Error: Classification metrics can't handle a mix of multiclass-multioutput and multilabel-indicator targets
I was creating the y array manually and it seems that was my mistake. I used now MultiLabelBinarizer
to create it, as the following example and now it works:
train_foo = [['sci-fi', 'thriller'],['comedy'],['sci-fi', 'thriller'],['comedy']]
mlb = MultiLabelBinarizer()
mlb_label_train = mlb.fit_transform(train_foo)

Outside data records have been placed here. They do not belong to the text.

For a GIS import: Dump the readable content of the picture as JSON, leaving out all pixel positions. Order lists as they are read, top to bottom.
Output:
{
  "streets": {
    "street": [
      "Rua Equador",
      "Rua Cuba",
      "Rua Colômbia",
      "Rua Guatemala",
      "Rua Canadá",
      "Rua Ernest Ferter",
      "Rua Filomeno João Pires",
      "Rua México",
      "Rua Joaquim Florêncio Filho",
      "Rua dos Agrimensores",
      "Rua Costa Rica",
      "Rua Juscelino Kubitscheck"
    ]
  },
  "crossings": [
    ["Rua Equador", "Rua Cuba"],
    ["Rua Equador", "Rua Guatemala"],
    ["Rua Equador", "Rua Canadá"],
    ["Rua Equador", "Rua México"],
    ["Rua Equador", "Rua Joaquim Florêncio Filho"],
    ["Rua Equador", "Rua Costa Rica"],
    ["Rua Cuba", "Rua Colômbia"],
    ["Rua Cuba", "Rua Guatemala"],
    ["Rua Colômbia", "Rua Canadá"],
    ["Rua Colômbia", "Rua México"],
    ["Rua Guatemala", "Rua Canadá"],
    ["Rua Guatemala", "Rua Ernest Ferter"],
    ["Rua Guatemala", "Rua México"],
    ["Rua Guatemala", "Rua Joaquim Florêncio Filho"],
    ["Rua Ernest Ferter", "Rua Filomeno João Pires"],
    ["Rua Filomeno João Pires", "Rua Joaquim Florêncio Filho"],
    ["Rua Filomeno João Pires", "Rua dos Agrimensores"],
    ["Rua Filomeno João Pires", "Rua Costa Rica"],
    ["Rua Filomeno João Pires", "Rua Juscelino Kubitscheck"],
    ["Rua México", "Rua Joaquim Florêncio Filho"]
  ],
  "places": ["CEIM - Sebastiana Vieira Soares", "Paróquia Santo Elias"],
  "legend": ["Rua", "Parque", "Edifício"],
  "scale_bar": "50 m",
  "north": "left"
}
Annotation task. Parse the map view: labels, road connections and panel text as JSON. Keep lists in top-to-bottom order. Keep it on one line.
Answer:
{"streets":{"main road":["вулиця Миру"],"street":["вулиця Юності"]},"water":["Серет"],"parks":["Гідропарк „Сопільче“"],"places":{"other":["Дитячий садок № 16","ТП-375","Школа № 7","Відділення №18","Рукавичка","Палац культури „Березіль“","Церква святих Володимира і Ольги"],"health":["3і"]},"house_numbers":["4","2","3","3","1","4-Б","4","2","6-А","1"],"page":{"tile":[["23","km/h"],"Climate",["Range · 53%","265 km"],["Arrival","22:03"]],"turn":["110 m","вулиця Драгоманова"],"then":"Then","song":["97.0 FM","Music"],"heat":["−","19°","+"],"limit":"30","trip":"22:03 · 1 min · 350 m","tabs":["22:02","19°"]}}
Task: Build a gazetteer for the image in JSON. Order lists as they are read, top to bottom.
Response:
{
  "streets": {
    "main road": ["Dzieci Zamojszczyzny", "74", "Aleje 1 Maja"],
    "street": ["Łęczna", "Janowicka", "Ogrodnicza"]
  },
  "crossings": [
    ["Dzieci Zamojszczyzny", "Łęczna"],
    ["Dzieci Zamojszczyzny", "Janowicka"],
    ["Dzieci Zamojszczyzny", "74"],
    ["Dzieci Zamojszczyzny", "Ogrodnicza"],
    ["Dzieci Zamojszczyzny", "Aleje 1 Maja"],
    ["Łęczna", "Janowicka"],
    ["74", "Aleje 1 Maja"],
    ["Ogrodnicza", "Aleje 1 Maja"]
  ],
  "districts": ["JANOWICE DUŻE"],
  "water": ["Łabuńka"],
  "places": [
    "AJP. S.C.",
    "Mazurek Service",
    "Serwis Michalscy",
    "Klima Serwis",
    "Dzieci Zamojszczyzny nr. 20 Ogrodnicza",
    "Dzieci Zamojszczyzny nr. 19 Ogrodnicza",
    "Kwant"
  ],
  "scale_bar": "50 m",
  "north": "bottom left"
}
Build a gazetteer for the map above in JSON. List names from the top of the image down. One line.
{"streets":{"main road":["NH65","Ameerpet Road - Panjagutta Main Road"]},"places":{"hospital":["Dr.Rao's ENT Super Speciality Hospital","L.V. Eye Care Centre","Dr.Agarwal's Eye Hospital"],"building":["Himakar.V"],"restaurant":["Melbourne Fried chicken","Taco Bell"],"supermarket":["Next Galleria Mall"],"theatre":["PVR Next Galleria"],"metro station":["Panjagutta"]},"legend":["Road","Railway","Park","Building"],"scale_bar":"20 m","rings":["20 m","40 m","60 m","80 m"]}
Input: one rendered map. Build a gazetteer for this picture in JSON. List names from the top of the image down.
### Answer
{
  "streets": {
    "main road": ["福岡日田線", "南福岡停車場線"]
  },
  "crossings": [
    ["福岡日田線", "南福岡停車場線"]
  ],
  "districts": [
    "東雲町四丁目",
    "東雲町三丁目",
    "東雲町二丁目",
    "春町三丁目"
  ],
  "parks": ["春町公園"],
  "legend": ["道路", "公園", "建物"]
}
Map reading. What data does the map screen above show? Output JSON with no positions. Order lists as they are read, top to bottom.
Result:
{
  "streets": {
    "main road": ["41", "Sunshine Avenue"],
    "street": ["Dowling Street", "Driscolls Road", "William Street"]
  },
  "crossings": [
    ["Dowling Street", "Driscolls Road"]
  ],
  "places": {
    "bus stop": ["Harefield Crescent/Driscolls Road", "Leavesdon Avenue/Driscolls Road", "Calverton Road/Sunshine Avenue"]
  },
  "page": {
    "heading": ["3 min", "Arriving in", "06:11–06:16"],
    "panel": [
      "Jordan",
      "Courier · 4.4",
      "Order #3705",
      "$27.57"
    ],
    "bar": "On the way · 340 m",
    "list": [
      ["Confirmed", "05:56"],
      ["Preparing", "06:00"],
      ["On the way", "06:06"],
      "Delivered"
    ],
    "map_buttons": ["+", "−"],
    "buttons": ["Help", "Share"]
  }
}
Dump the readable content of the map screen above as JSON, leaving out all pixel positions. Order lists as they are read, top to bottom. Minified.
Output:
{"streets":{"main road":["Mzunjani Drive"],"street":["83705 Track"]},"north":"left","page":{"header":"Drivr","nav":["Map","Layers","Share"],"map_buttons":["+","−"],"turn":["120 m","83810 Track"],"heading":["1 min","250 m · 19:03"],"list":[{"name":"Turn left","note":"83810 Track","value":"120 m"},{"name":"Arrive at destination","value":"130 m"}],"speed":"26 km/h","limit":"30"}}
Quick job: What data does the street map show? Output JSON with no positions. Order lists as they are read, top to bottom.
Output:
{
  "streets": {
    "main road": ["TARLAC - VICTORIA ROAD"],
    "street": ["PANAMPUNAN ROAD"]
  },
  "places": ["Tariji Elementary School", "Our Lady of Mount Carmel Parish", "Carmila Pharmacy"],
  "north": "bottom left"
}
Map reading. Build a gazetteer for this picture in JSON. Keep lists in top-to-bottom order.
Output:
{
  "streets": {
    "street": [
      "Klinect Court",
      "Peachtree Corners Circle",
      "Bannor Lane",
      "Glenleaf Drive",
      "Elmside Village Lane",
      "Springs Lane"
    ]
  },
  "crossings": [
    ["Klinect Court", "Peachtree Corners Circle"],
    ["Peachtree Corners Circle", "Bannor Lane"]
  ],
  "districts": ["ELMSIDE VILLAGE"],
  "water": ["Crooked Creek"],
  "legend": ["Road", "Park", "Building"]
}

X = np.loadtxt("docvecs.txt", delimiter=",")
cv_scores = []
mlknn = MLkNN(k=3)
scores = cross_val_score(mlknn, X, mlb_label_train, cv=5, scoring='f1_macro')
cv_scores.append(scores)
you can find the documentation for MultiLabelBinarizer
here.
Can you show the first couple elements of y? Are you using scikit-multilearn? Also, if you can please use the 0.1.0 release candidate of scikit-multilearn, there second error is most likely a bug that was fixed in master, and a new version is planned for release in a couple of days.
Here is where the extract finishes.